:: Given records

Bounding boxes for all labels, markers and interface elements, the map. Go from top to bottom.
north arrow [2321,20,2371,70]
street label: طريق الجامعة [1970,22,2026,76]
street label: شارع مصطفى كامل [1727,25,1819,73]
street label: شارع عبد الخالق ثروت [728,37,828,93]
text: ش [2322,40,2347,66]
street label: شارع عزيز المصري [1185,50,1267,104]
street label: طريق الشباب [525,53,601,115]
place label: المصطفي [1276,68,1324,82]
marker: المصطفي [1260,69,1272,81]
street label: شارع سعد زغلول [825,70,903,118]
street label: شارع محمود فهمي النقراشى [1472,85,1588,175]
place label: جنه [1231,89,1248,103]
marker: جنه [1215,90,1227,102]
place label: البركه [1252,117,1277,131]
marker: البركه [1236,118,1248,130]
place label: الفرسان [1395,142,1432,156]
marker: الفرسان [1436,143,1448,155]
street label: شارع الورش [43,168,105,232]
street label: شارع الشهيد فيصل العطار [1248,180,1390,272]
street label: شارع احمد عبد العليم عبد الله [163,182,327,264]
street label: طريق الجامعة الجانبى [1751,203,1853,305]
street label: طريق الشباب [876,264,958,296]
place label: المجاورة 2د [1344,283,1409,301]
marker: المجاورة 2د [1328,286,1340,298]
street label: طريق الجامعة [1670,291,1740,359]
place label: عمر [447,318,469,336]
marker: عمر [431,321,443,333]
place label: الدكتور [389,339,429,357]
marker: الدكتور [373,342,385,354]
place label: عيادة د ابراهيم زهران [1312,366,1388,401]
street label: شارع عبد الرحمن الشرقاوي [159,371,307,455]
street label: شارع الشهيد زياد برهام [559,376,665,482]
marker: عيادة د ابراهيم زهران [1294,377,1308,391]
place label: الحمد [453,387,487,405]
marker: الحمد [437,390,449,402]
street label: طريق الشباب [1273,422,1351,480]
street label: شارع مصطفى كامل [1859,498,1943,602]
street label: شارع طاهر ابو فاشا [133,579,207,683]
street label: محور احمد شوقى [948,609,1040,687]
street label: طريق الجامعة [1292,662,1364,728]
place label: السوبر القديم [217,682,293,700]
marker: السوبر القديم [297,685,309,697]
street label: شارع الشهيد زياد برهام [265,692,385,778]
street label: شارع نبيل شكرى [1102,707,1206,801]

::::

Work to complete.
Line count for the word "ابراهيم": give the number of lines in the entries above that contain it, and nothing more.

Output for this task.
2